Objective Our aim was to identify factors associated with active antenatal care, which is the first step of proactive perinatal care in extremely preterm births.

Methods The population included 1020 singleton births between 220/6 and 260/6 weeks of gestation enrolled in the Etude Epidémiologique sur les Petits Ages Gestationnels 2 study, a French national population-based cohort of very preterm infants born in 2011. The main outcome was ‘active antenatal care’ defined as the administration of either corticosteroids or magnesium sulfate or delivery by caesarean section for fetal rescue. A multivariable analysis was performed using a two-level multilevel model taking into account the maternity unit of delivery to estimate the adjusted ORs (aORs) of receiving active antenatal care associated with maternal, obstetric and place of birth characteristics.

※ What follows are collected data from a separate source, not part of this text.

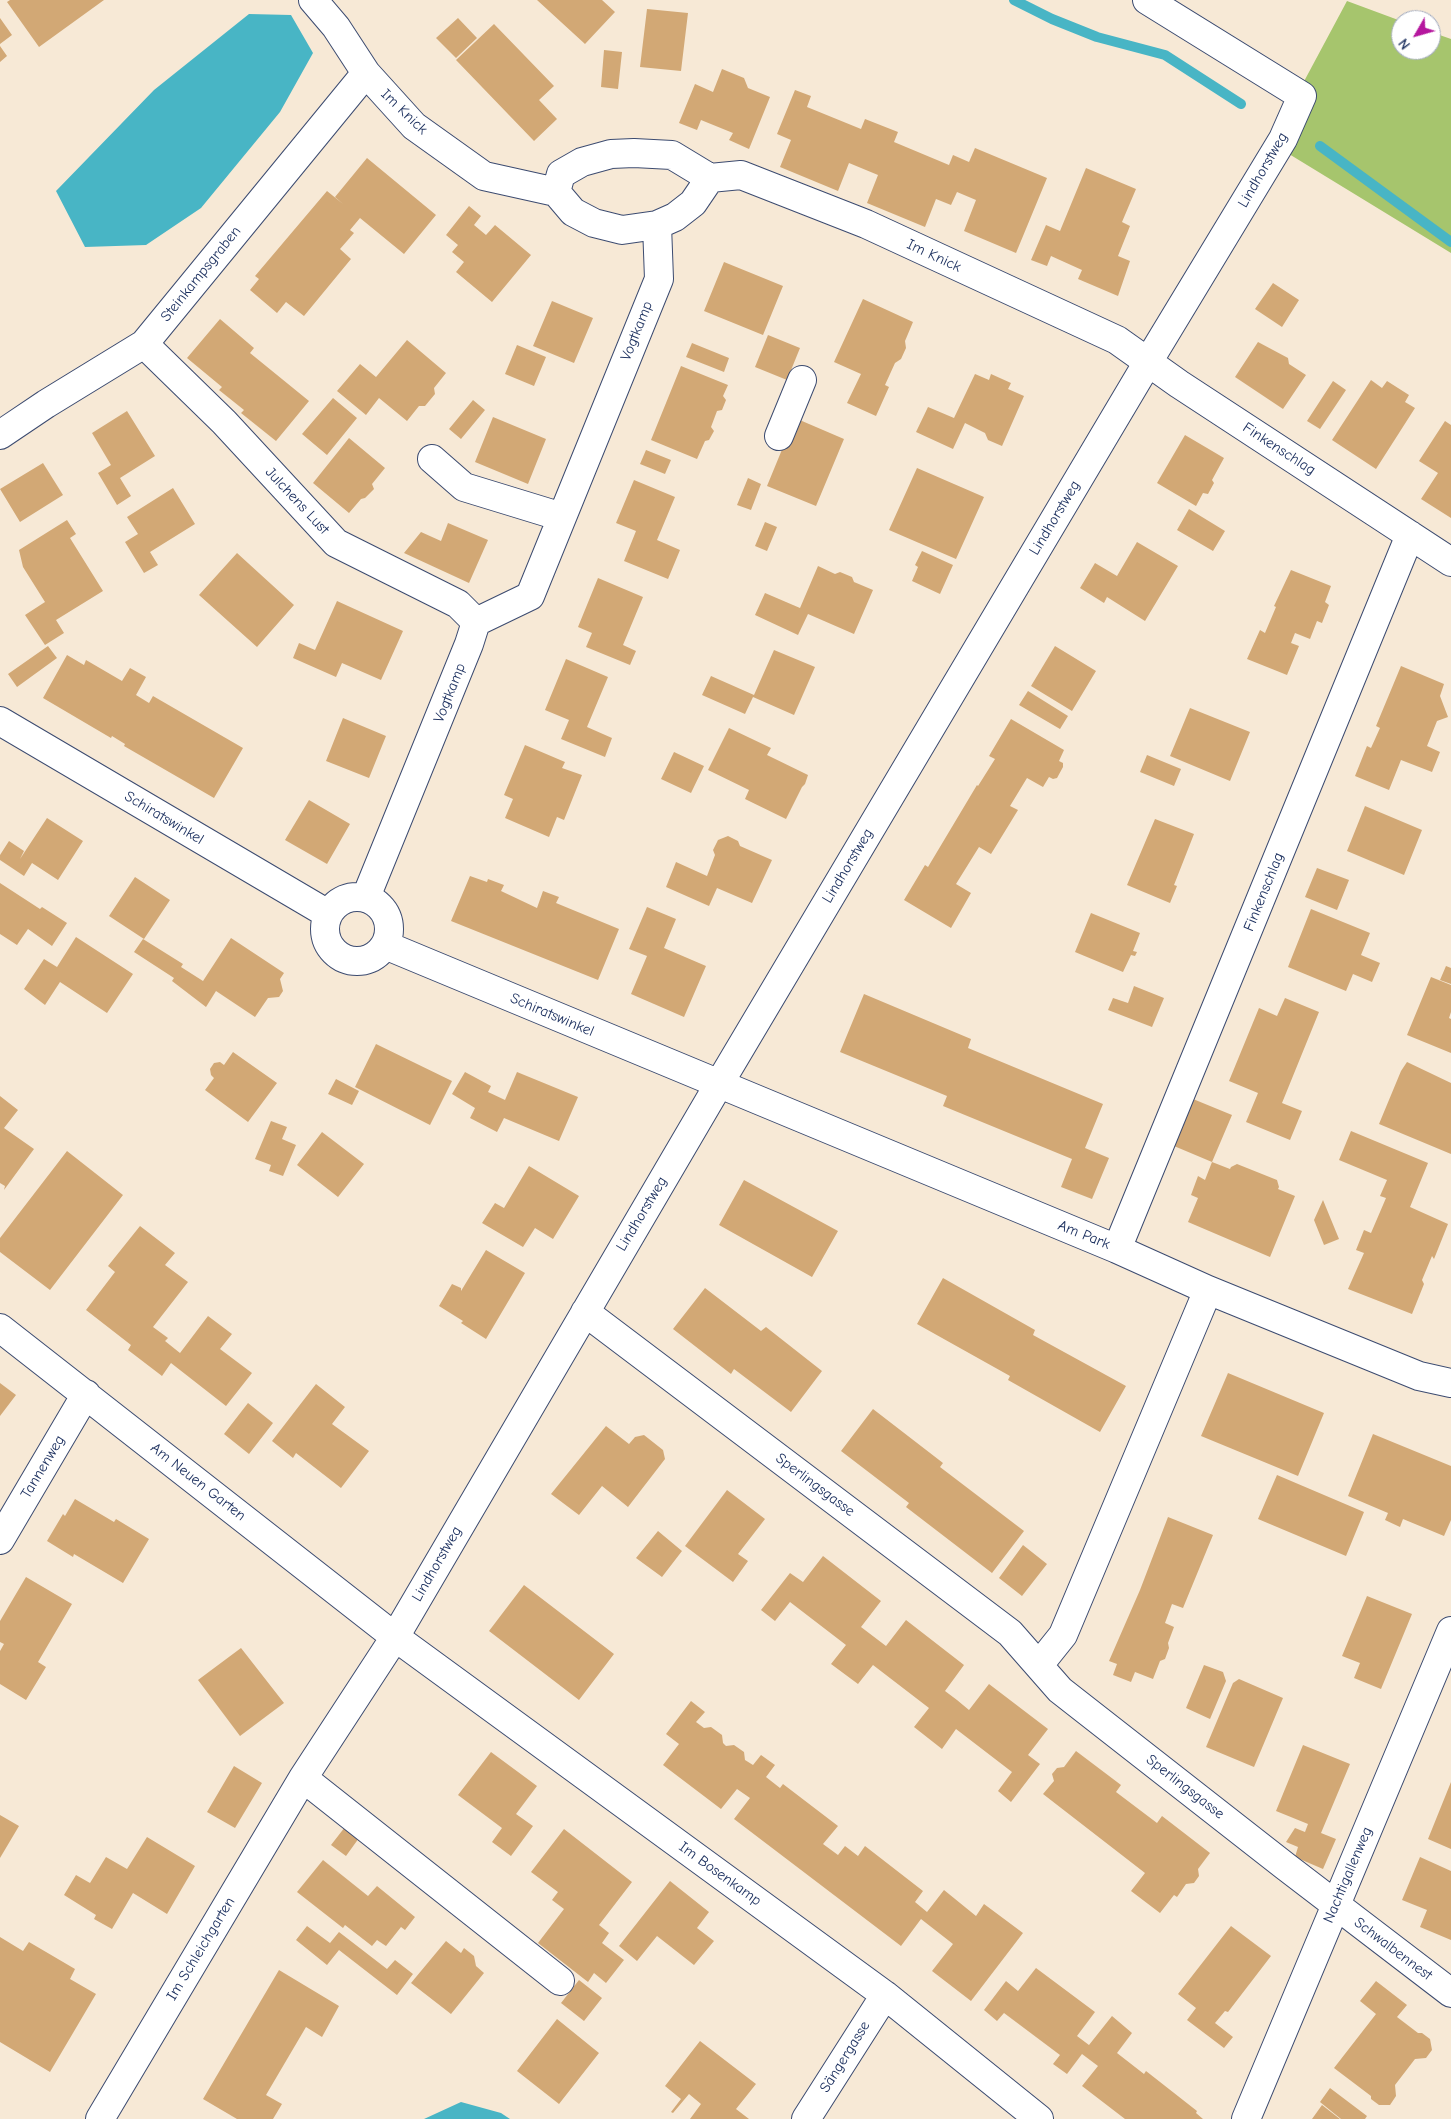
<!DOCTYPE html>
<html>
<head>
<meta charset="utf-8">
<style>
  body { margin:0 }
  #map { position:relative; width:1451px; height:2119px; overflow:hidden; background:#f7e9d6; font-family:"Comic Neue",sans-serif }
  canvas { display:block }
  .north { position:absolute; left:1391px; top:10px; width:50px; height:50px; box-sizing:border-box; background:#fff; border:1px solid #a4acbf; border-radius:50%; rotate:232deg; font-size:14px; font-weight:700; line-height:20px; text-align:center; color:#1b2f5e }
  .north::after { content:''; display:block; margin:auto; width:18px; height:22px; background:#b5179e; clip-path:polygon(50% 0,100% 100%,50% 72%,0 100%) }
</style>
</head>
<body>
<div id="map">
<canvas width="1451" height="2119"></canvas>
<div class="north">N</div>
</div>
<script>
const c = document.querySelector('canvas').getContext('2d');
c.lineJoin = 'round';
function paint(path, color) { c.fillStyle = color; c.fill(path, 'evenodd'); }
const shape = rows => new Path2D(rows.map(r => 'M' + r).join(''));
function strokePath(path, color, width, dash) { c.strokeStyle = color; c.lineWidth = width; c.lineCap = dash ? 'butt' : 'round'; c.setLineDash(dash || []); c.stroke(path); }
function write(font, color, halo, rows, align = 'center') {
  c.font = font + ' "Comic Neue",sans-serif'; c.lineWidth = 4; c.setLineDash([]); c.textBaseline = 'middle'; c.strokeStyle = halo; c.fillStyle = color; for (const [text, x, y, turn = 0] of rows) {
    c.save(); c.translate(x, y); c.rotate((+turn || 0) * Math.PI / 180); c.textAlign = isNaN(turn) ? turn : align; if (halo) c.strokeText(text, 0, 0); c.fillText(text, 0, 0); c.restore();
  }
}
const green = shape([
  [1347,1,1401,21,1401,50,1431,50,1431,32,1451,39,1451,253,1271,143]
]);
const water = shape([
  [249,14,291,15,313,53,280,112,201,208,146,245,85,247,56,191,154,90],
  [461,2102,501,2113,510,2119,424,2119]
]);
const stream = shape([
  [1014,0,1052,19,1097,37,1165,55,1241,104],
  [1320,146,1451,242]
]);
const building = shape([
  [10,0,104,0,39,47,7,2],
  [537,0,602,0,615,12,585,44],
  [647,9,688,13,681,71,640,67],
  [0,18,12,35,0,44],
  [458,18,477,38,456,58,436,38],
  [494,24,554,86,539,100,557,119,534,141,456,60],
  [0,46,7,56,0,62],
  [604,50,622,52,618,89,601,87],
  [722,69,744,78,748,88,770,97,749,149,729,140,733,133,701,120,697,130,679,123,695,84,713,92],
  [795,90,811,96,807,107,861,129,865,119,898,132,894,142,949,165,953,155,969,162,975,148,1047,178,1016,253,964,231,976,200,957,192,951,205,936,199,925,227,867,203,878,175,849,163,838,191,780,167,791,140,777,134],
  [367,158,436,215,404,254,360,218,350,230,354,233,340,249,351,259,304,316,286,302,277,313,250,290,259,279,255,276,327,191,343,204,335,197],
  [1086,168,1136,189,1122,222,1130,226,1118,256,1130,261,1118,296,1078,279,1082,270,1051,256,1047,266,1031,260,1046,225,1060,231],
  [469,206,481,216,474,225,486,235,495,225,531,255,492,302,456,272,464,262,452,252,458,245,446,235],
  [724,262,783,286,763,335,704,311],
  [1273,283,1299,300,1282,327,1255,309],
  [863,299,913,322,905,341,906,348,901,359,895,363,885,385,889,387,876,416,847,403,861,374,834,362],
  [552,301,593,318,574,363,533,346],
  [220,319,254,348,250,353,309,401,276,441,241,413,244,410,219,390,222,387,187,358],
  [768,335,800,348,787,380,755,367],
  [407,340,446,373,434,388,435,394,425,406,419,406,407,421,379,398,366,415,337,391,360,364,376,377],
  [1258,342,1288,358,1289,364,1306,375,1283,409,1235,377],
  [692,343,729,358,724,372,686,357],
  [517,345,546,357,534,386,505,374],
  [681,366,728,385,723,396,726,400,722,410,717,411,711,427,714,431,709,440,705,441,697,459,651,440],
  [975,374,989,380,991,374,1011,383,1008,389,1024,396,1002,446,988,440,985,433,965,423,953,449,916,432,928,407,954,418],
  [1371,380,1382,388,1387,381,1409,395,1405,402,1415,408,1376,469,1332,440],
  [1333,381,1346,390,1320,429,1307,421],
  [333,398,357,418,327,455,302,434],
  [473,400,485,410,461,439,449,429],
  [127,411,155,456,120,478,131,496,117,505,98,473,111,465,92,433],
  [493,417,546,439,528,484,475,462],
  [795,418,844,439,816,506,767,486],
  [1445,421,1451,425,1451,518,1421,499,1438,473,1419,461],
  [1185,435,1224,458,1212,480,1214,483,1208,494,1203,493,1196,506,1157,483],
  [349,438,385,468,372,484,374,489,365,498,361,499,349,513,313,483],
  [646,450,671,460,665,474,640,464],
  [43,463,63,495,20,522,0,489],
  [917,468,984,497,956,559,889,530],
  [748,478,761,484,751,510,737,505],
  [634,480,675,497,657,540,680,550,668,579,624,561,636,531,616,523],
  [173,488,195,524,150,552,158,565,144,573,125,542,138,534,127,517],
  [1189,509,1225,531,1213,551,1177,530],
  [67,520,76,534,70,538,103,591,56,620,64,633,45,645,25,615,45,602,23,567,19,550],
  [765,522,777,527,767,551,755,546],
  [448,523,488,540,469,583,404,553,421,532,441,541],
  [1137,542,1178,566,1145,621,1107,597,1104,603,1080,588,1095,563,1117,576],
  [922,551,953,565,940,594,912,581,918,567,915,565],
  [237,553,294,605,257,647,199,595],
  [818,566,835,574,840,572,852,577,854,582,873,590,854,634,808,614,798,635,755,615,765,593,800,608],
  [1291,570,1331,586,1325,602,1329,605,1322,623,1317,621,1310,639,1295,633,1291,643,1299,646,1287,675,1247,659,1260,630,1265,633,1276,607,1274,606],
  [598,578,643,597,623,645,636,651,630,665,586,647,592,633,578,627],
  [337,601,403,631,381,680,342,663,336,677,293,658,299,643,315,650],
  [48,646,57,658,17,687,8,674],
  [1055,646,1096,671,1072,711,1031,686],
  [774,650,815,667,794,715,753,697,745,714,702,695,711,676,754,695],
  [67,655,84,665,86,660,122,681,130,668,146,677,136,695,149,703,153,696,243,748,214,798,124,746,125,744,112,736,111,738,43,698],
  [566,659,608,677,587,727,612,738,605,757,561,739,569,720,545,710],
  [1401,666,1444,684,1440,696,1448,717,1437,721,1427,746,1440,752,1432,772,1401,760,1389,790,1355,776,1367,746,1371,748,1380,728,1376,726],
  [1028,691,1068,716,1060,729,1019,705],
  [1190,708,1250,732,1230,781,1170,756],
  [343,718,386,736,369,778,326,761],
  [1011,719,1064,750,1059,761,1063,763,1063,767,1057,778,1053,779,1049,777,1043,787,1027,778,1010,806,1018,810,991,854,979,847,956,884,971,893,951,928,904,900,925,865,928,867,977,785,978,786,995,759,989,756],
  [729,728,771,748,767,755,808,775,805,784,802,787,786,819,745,799,749,790,708,770],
  [525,745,565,762,562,768,582,775,564,820,557,817,549,837,505,818,513,799,504,795],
  [674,752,704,766,691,793,661,779],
  [1147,755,1181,769,1174,786,1140,772],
  [309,800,350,824,327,864,285,840],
  [1365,806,1422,830,1404,875,1347,851],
  [47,818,83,841,58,880,32,863,24,876,0,860,0,855,9,841,24,851,20,859],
  [1155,819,1194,834,1174,885,1177,886,1170,903,1127,885],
  [728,836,738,841,740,846,772,860,752,903,717,888,709,906,666,887,676,862,707,876,715,855,713,850,718,840],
  [1317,868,1349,880,1337,910,1305,897],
  [470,876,487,882,488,879,504,885,501,891,537,908,543,891,559,897,556,903,619,929,598,980,451,921],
  [135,877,170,900,144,939,109,916],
  [0,883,40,909,42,907,67,923,52,946,28,929,17,945,0,934],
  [647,907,676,919,664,948,706,966,684,1017,631,994,647,956,629,949],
  [1311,909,1370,933,1361,955,1380,963,1372,982,1353,974,1346,991,1288,967],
  [1091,913,1140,933,1133,951,1137,952,1135,956,1131,955,1123,972,1075,952],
  [76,937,133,974,107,1013,60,982,45,1005,24,989,44,959,57,967],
  [231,938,284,973,280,979,283,991,279,997,268,998,255,1017,216,991,206,1007,172,981,174,978,134,952,143,939,183,964,181,967,203,981],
  [1446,966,1451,968,1451,984,1440,980],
  [1431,977,1451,985,1451,1012,1449,1018,1451,1019,1451,1053,1407,1035],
  [1134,986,1164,998,1152,1027,1108,1010,1113,998,1128,1003],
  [864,994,971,1039,968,1048,1103,1104,1085,1148,1109,1158,1092,1199,1061,1187,1072,1159,943,1106,947,1096,840,1052],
  [1285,998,1319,1012,1282,1103,1302,1111,1290,1140,1246,1122,1258,1093,1229,1081,1259,1008,1277,1016],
  [376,1044,452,1081,430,1125,355,1087],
  [233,1052,277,1083,248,1122,205,1090,214,1078,211,1075,210,1069,214,1063,220,1062,224,1065],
  [1407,1062,1451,1083,1451,1154,1379,1124,1401,1071],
  [465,1072,491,1086,488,1092,505,1100,517,1072,578,1097,559,1141,504,1118,497,1132,470,1118,475,1108,452,1094],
  [336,1079,359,1091,352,1105,328,1094],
  [0,1096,18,1110,4,1128,34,1149,4,1190,5,1186,0,1183],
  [1193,1099,1232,1115,1212,1162,1174,1146],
  [271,1121,287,1127,282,1139,296,1145,283,1176,269,1171,271,1165,255,1159],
  [1351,1131,1428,1163,1410,1207,1448,1224,1434,1259,1432,1256,1422,1280,1424,1284,1412,1314,1348,1289,1364,1253,1356,1250,1364,1230,1371,1233,1386,1198,1380,1196,1387,1180,1339,1160],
  [322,1132,364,1164,338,1197,297,1165],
  [67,1151,123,1195,50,1290,0,1252,0,1238],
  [1212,1162,1230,1169,1231,1167,1237,1164,1277,1180,1279,1187,1278,1189,1295,1196,1270,1257,1188,1222,1198,1198,1191,1195,1198,1176,1205,1180],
  [529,1166,579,1196,553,1239,535,1228,523,1247,482,1223,495,1203,504,1208],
  [744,1180,838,1231,812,1277,719,1225],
  [1323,1200,1339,1239,1324,1245,1314,1220],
  [140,1226,175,1253,165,1265,188,1282,153,1327,168,1338,165,1341,180,1353,208,1316,232,1334,220,1349,252,1373,226,1406,171,1363,162,1376,128,1350,131,1345,86,1310,115,1272,108,1266],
  [486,1250,525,1273,486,1339,461,1323,463,1321,439,1306,452,1284,461,1288,461,1291],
  [943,1278,1035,1330,1033,1335,1126,1386,1100,1432,1008,1380,1010,1376,917,1324],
  [705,1288,761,1331,766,1327,822,1371,791,1412,734,1369,731,1374,673,1329],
  [1228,1373,1324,1413,1298,1476,1201,1436],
  [0,1383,16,1395,0,1416],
  [316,1384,345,1407,332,1424,369,1451,341,1488,296,1453,293,1458,272,1441],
  [248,1403,273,1423,249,1454,224,1434],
  [873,1409,943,1463,940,1467,1024,1531,992,1573,906,1507,909,1503,841,1451],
  [606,1426,629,1444,635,1437,644,1435,663,1450,665,1459,628,1507,602,1486,579,1515,551,1494],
  [1373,1434,1451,1466,1451,1520,1444,1536,1403,1519,1400,1527,1385,1520,1388,1513,1348,1496],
  [1277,1475,1364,1512,1346,1556,1258,1519],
  [727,1490,765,1519,738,1554,748,1561,733,1582,685,1546],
  [75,1499,114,1522,116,1519,149,1539,123,1583,74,1554,73,1557,47,1541,63,1514,65,1516],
  [1168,1517,1213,1535,1183,1608,1172,1604,1165,1623,1174,1627,1168,1643,1169,1648,1165,1659,1160,1661,1153,1679,1135,1672,1131,1682,1113,1675,1117,1664,1109,1661,1140,1590],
  [658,1531,682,1551,662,1577,636,1558],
  [1023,1545,1047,1564,1022,1596,999,1578],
  [823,1556,881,1601,861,1627,886,1646,906,1620,964,1665,945,1691,957,1700,969,1710,989,1684,1048,1729,1028,1755,1040,1764,1011,1802,998,1791,1012,1772,956,1729,942,1749,914,1727,929,1708,873,1665,858,1684,831,1664,846,1645,790,1602,775,1621,761,1610,790,1573,803,1582],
  [26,1577,72,1604,38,1662,46,1667,26,1700,0,1684,0,1651,4,1644,0,1642,0,1621],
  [524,1585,614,1654,579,1700,489,1631],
  [1367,1596,1412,1614,1381,1689,1354,1678,1360,1663,1342,1656],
  [241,1648,284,1703,240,1736,198,1680],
  [1204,1665,1223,1672,1226,1681,1210,1719,1186,1708],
  [1239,1679,1283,1698,1254,1767,1206,1747,1233,1683],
  [691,1701,705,1712,696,1722,704,1728,711,1727,722,1735,723,1743,726,1746,734,1745,744,1752,745,1760,753,1765,761,1755,775,1765,766,1777,780,1788,783,1784,838,1826,823,1844,838,1855,845,1846,858,1856,865,1846,923,1891,915,1902,927,1912,944,1890,976,1916,984,1904,1023,1933,971,2001,932,1971,953,1944,921,1919,901,1946,734,1819,750,1798,737,1789,721,1809,663,1765,679,1744,666,1734],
  [1303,1745,1350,1764,1321,1833,1336,1839,1323,1869,1295,1857,1298,1847,1286,1842,1295,1828,1305,1832,1308,1824,1276,1811],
  [1076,1751,1121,1785,1116,1792,1157,1823,1162,1816,1210,1853,1198,1869,1199,1876,1194,1883,1186,1884,1177,1897,1174,1895,1160,1913,1131,1891,1145,1873,1043,1794,1054,1781,1052,1774,1057,1768,1064,1767],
  [491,1752,537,1786,516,1814,533,1826,511,1856,492,1842,502,1828,458,1795],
  [234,1766,262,1783,235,1828,207,1812],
  [1451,1782,1451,1849,1428,1839],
  [0,1815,19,1826,0,1858],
  [345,1827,359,1838,346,1856,331,1845],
  [564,1829,632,1882,599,1925,609,1933,602,1943,624,1960,606,1983,594,1973,588,1982,538,1943,564,1909,552,1900,558,1892,531,1872],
  [147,1837,195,1866,167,1914,133,1893,112,1929,94,1919,96,1915,64,1895,76,1875,90,1883,106,1857,127,1869],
  [1420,1857,1451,1871,1451,1940,1420,1927,1427,1910,1402,1900],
  [323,1860,368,1896,377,1886,415,1917,405,1930,401,1927,386,1946,377,1940,372,1946,345,1925,343,1928,297,1892],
  [670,1881,709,1912,697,1928,714,1941,694,1965,657,1936,637,1961,619,1946],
  [307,1926,330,1943,339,1932,387,1969,395,1960,413,1974,397,1995,339,1950,327,1965,296,1940],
  [1231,1926,1271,1956,1228,2012,1225,2011,1215,2023,1233,2037,1224,2048,1187,2020,1196,2008,1178,1994],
  [0,1937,23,1951,29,1942,75,1969,70,1979,96,1994,50,2072,0,2042],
  [446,1941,461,1953,464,1948,474,1956,476,1966,484,1973,451,2014,411,1983],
  [1036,1968,1095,2012,1077,2036,1089,2045,1112,2016,1132,2033,1117,2053,1144,2074,1146,2071,1197,2111,1196,2113,1203,2119,1125,2119,1082,2086,1098,2066,1082,2054,1067,2074,1053,2064,1060,2055,1004,2013,997,2021,984,2010,1006,1981,1018,1991],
  [279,1970,339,2006,322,2037,306,2027,266,2095,282,2104,273,2119,237,2119,203,2099],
  [579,1980,602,1998,584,2021,561,2003],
  [1376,1981,1407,2005,1397,2017,1418,2033,1422,2033,1430,2039,1432,2050,1426,2058,1415,2059,1395,2085,1396,2096,1390,2105,1379,2105,1371,2099,1371,2096,1334,2068,1376,2014,1360,2001],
  [557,2019,599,2053,559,2104,517,2071],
  [700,2041,756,2084,736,2109,749,2119,690,2119,701,2104,689,2094,673,2113,671,2112,681,2099,665,2086],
  [1330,2088,1367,2116,1365,2119,1341,2119,1320,2102],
  [1322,2105,1340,2119,1312,2119]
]);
const minor = shape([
  [313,0,336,27,366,73,414,126,484,176,556,192,561,174,582,162,611,154,634,153,672,155,710,178],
  [556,192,573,212,594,223,622,230,657,225,675,217,693,203,710,178,741,175,866,224,1117,340,1179,384,1451,562],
  [144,344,224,422,336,543,458,604,476,622],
  [0,435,46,404,144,344,366,73],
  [779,436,802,380],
  [432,459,464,487,562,517],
  [0,721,328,914],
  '325 929a32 32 0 1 1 64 0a32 32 0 1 1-64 0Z',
  [366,897,469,644,476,622,530,596,659,279,657,225],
  [385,945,1117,1249,1208,1290,1419,1376,1451,1383],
  [1117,1249,1410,535],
  [585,1312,1010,1633,1060,1690,1285,1866,1451,1993],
  [0,1328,395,1637,885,1995,1039,2119],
  [0,1540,86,1394],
  [1039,1665,1063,1635,1208,1290],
  [303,1778,560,1981],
  [100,2119,303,1778,395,1637,719,1084,1148,362,1283,139,1302,96,1147,0],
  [806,2119,885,1995],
  [1246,2119,1451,1631]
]);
const streetNames = [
  ["Im Knick",404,112,44],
  ["Lindhorstweg",1263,170,-60],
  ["Im Knick",934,256,25],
  ["Steinkampsgraben",201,274,-51],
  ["Vogtkamp",637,331,-68],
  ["Finkenschlag",1279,449,33],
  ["Julchens Lust",297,501,47],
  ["Lindhorstweg",1055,518,-59],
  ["Vogtkamp",450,693,-68],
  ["Schiratswinkel",164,818,31],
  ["Lindhorstweg",848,866,-59],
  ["Finkenschlag",1264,892,-68],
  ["Schiratswinkel",552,1015,23],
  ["Lindhorstweg",642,1214,-59],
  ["Am Park",1084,1235,22],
  ["Tannenweg",43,1467,-59],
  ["Am Neuen Garten",198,1482,38],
  ["Sperlingsgasse",815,1485,37],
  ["Lindhorstweg",437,1564,-60],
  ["Sperlingsgasse",1185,1787,38],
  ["Im Bosenkamp",720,1874,36],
  ["Nachtigallenweg",1348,1875,-67],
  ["Im Schleichgarten",201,1949,-59],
  ["Schwalbennest",1393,1949,37],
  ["Sängergasse",845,2057,-58]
];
paint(green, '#a6c56d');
paint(water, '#48b5c5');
strokePath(stream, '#48b5c5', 10);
paint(building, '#d2a875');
strokePath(minor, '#3c4b70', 30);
strokePath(minor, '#fff', 28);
write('15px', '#1b2f5e', '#fff', streetNames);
</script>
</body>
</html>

Results Among the population of extremely preterm births, 42% received active antenatal care. After standardisation for gestational age, regional rates of active antenatal care varied between 22% (95% CI 5% to 38%) and 61% (95% CI 44% to 78%). Despite adjustment for individual and organisational characteristics, active antenatal care varied significantly between maternity units (p=0.03). Rates of active antenatal care increased with gestational age with an aOR of 6.46 (95% CI 3.40 to 12.27) and 10.09 (95% CI 5.26 to 19.36) for infants born at 25 and 26 weeks’ gestation compared with those born at 24 weeks. No other individual characteristic was associated with active antenatal care.

Conclusion Even after standardisation for gestational age, active antenatal care in France for extremely preterm births varies widely with place of birth. The dependence of life and death decisions on place of birth raises serious ethical questions.